» **EXERCISE BRIEF**
Print out each entry below exactly; do not carry over any image.

(DATASET CONTENT begins)

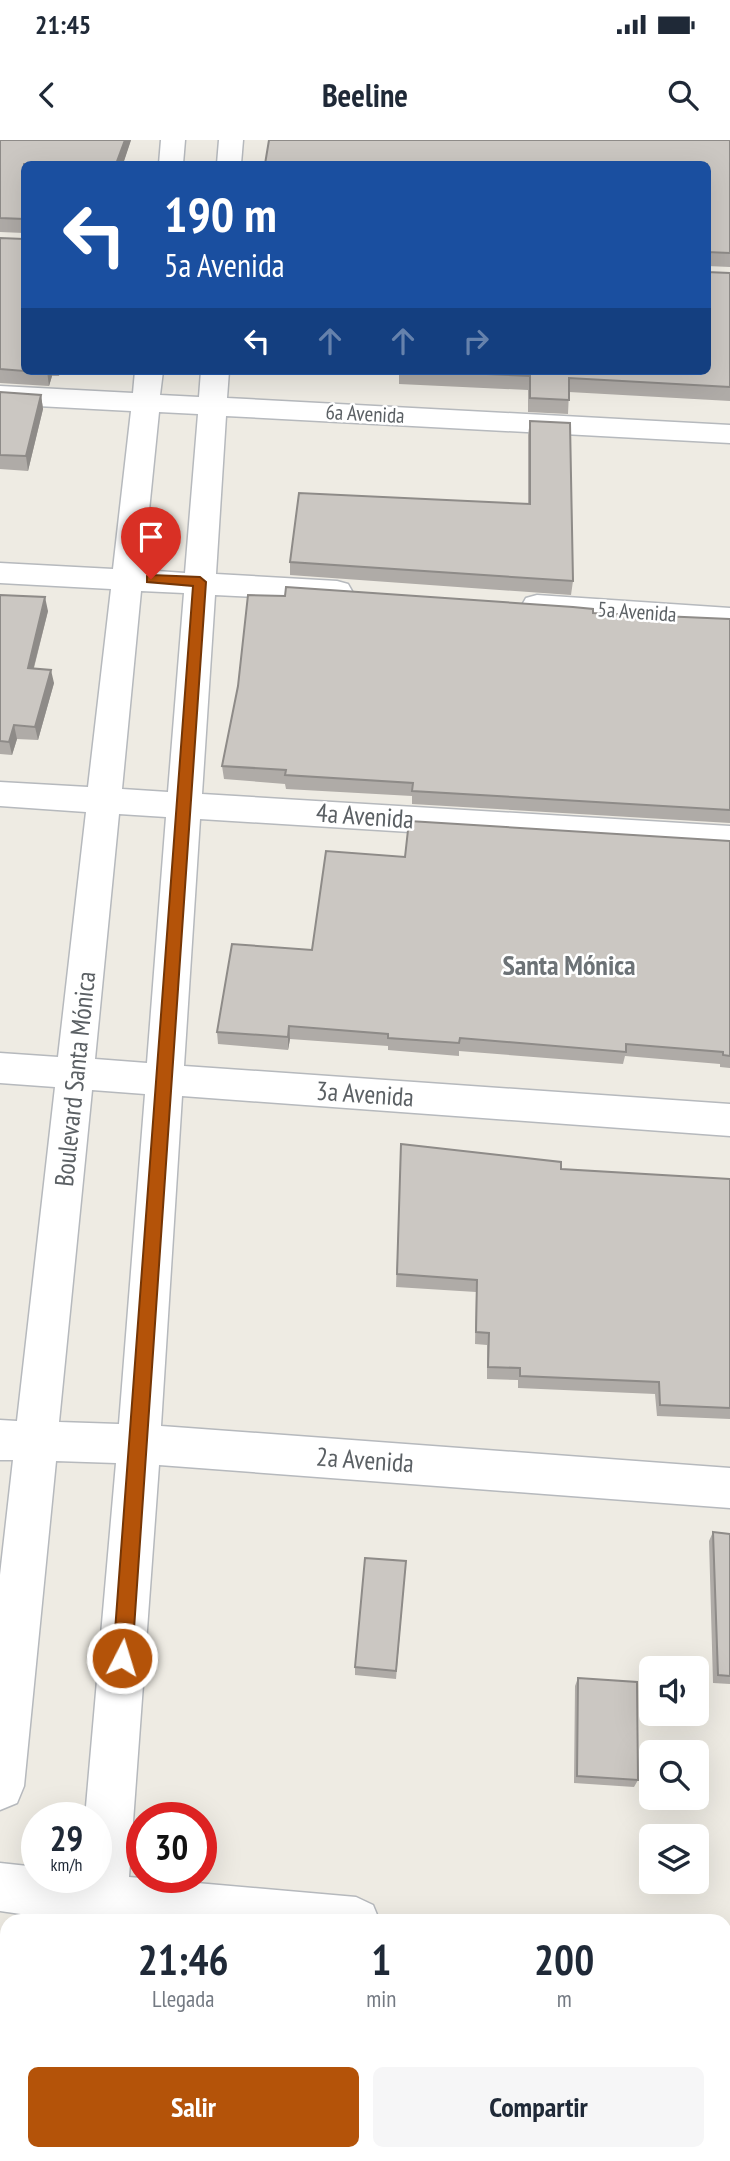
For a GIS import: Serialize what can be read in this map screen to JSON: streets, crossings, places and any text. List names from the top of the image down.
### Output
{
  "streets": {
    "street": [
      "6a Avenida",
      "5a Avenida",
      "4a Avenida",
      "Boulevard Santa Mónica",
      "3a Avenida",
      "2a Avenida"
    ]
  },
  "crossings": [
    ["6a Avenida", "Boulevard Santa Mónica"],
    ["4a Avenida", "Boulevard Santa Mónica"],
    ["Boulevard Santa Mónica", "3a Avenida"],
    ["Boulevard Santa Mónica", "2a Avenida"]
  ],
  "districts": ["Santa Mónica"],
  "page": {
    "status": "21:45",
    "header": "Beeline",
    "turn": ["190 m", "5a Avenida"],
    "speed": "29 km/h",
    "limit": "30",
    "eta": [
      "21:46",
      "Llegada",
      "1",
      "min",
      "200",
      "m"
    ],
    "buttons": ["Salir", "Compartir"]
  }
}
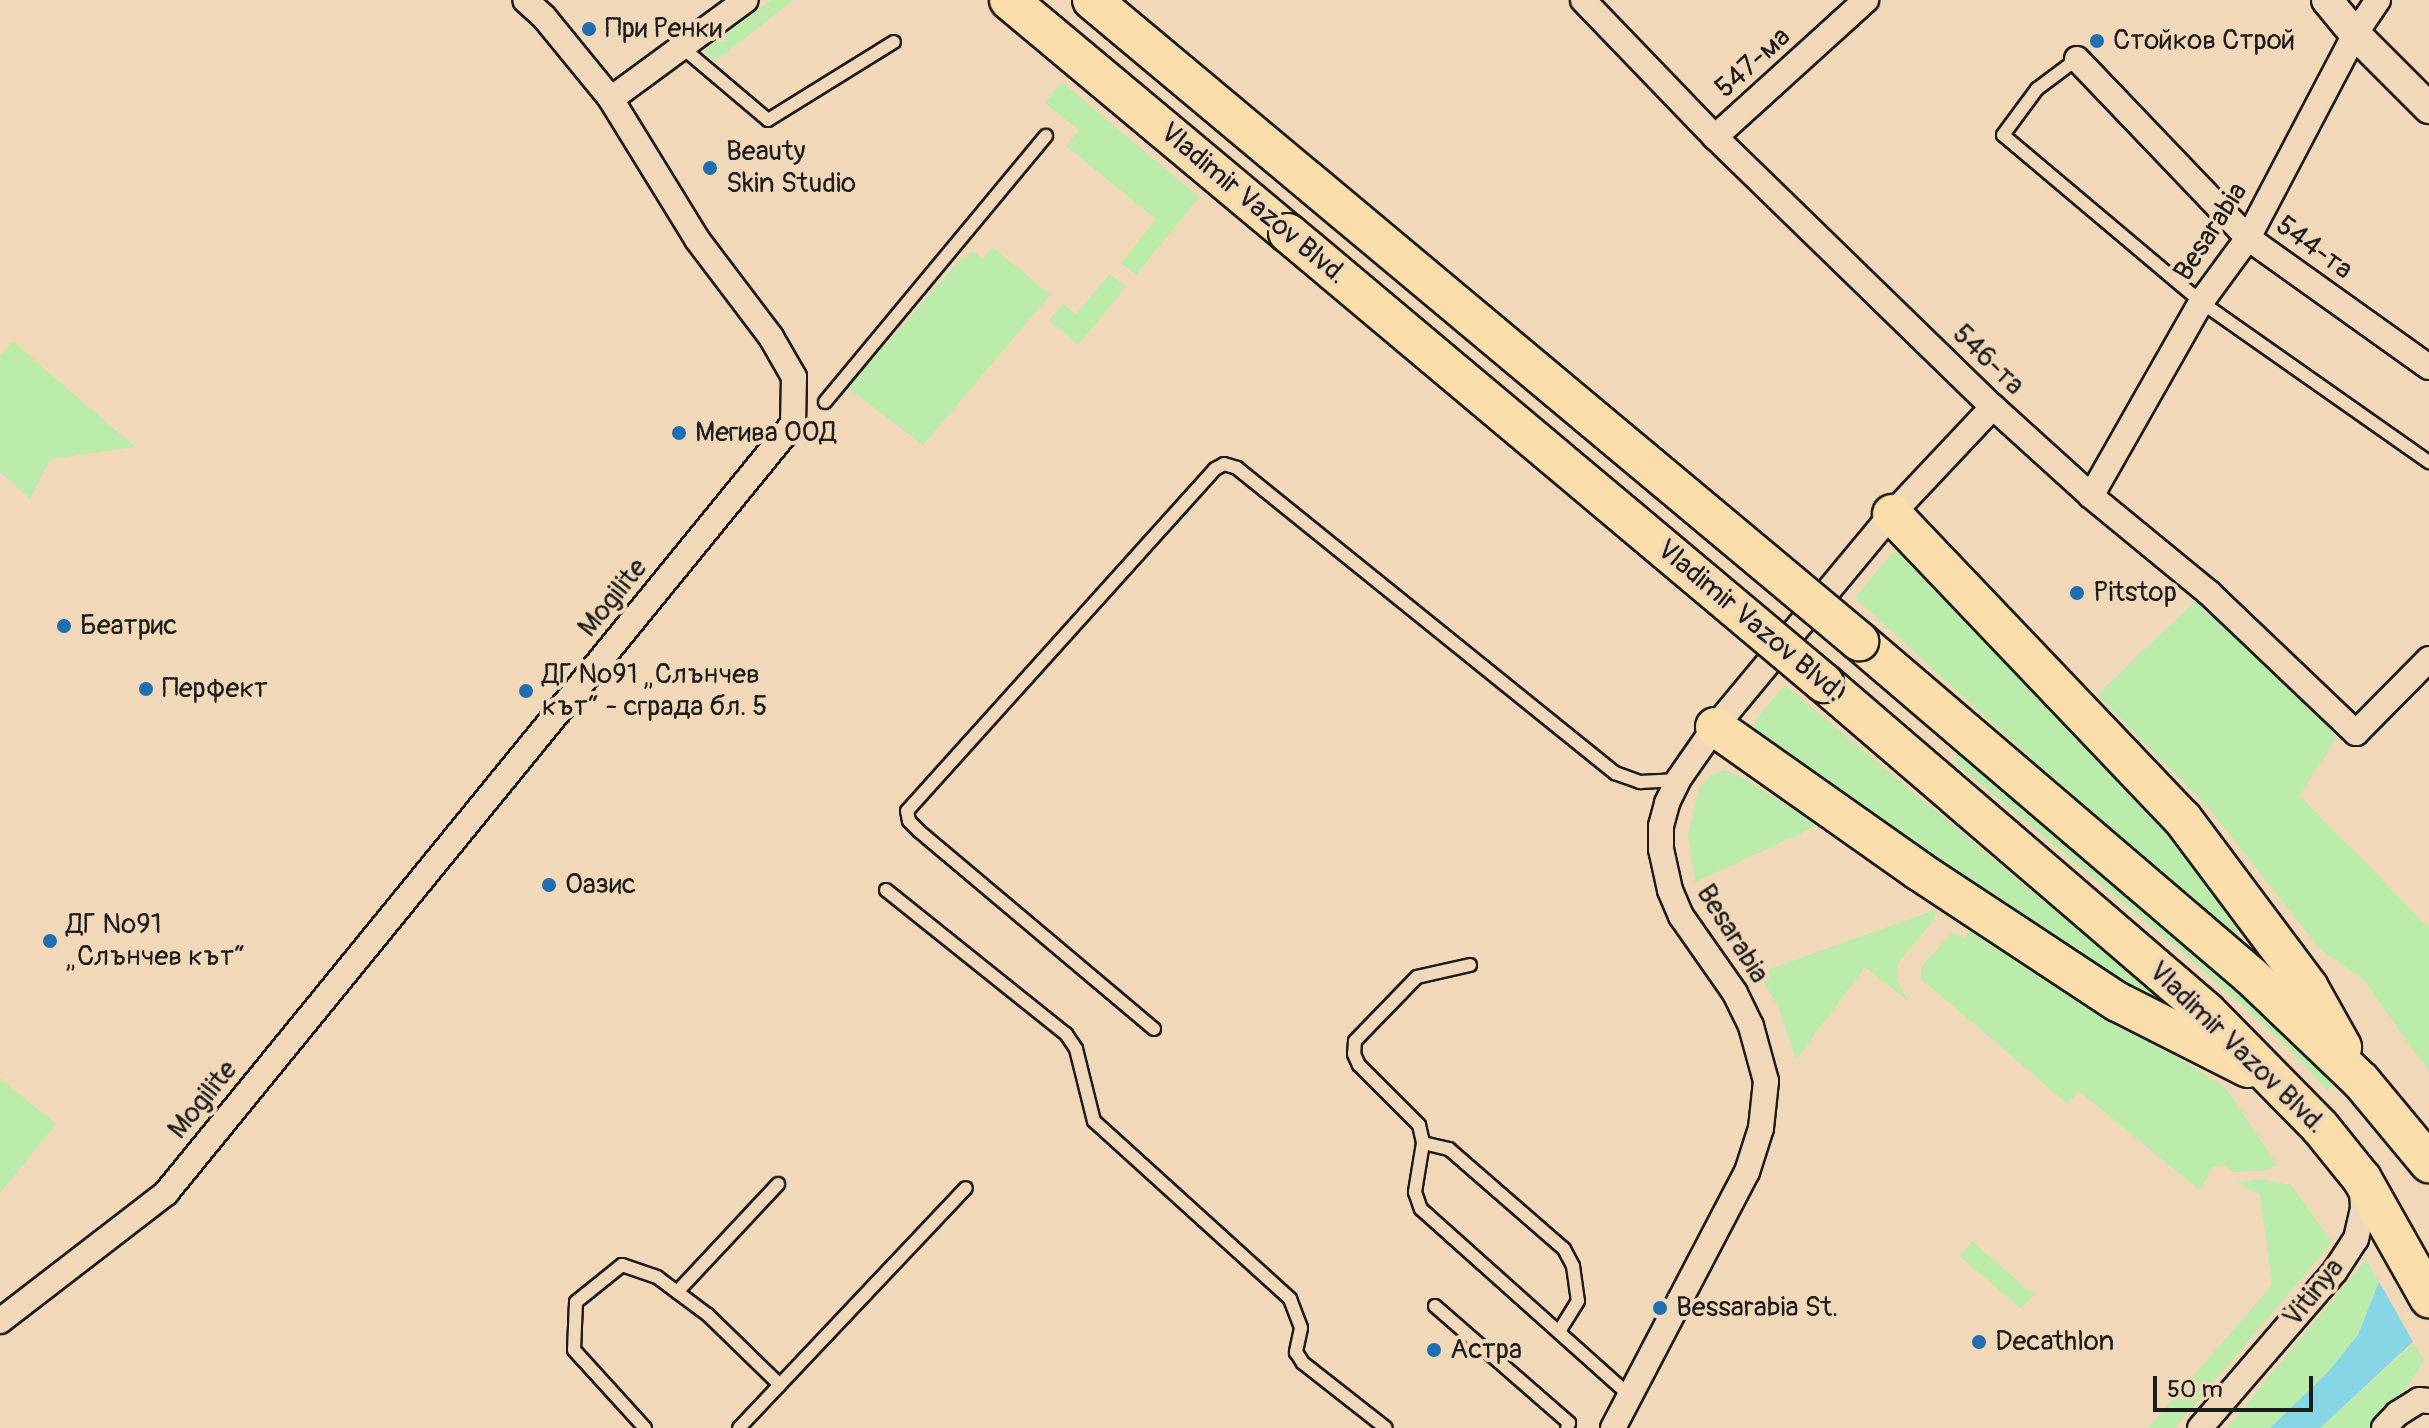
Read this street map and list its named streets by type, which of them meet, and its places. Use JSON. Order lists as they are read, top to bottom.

(DATASET CONTENT ends)

» **SOLUTION**
For a GIS import: Serialize what can be read in this map screen to JSON: streets, crossings, places and any text. List names from the top of the image down.
### Output
{
  "streets": {
    "street": [
      "6a Avenida",
      "5a Avenida",
      "4a Avenida",
      "Boulevard Santa Mónica",
      "3a Avenida",
      "2a Avenida"
    ]
  },
  "crossings": [
    ["6a Avenida", "Boulevard Santa Mónica"],
    ["4a Avenida", "Boulevard Santa Mónica"],
    ["Boulevard Santa Mónica", "3a Avenida"],
    ["Boulevard Santa Mónica", "2a Avenida"]
  ],
  "districts": ["Santa Mónica"],
  "page": {
    "status": "21:45",
    "header": "Beeline",
    "turn": ["190 m", "5a Avenida"],
    "speed": "29 km/h",
    "limit": "30",
    "eta": [
      "21:46",
      "Llegada",
      "1",
      "min",
      "200",
      "m"
    ],
    "buttons": ["Salir", "Compartir"]
  }
}
Read this street map and list its named streets by type, which of them meet, and its places. Use JSON. Order lists as they are read, top to bottom.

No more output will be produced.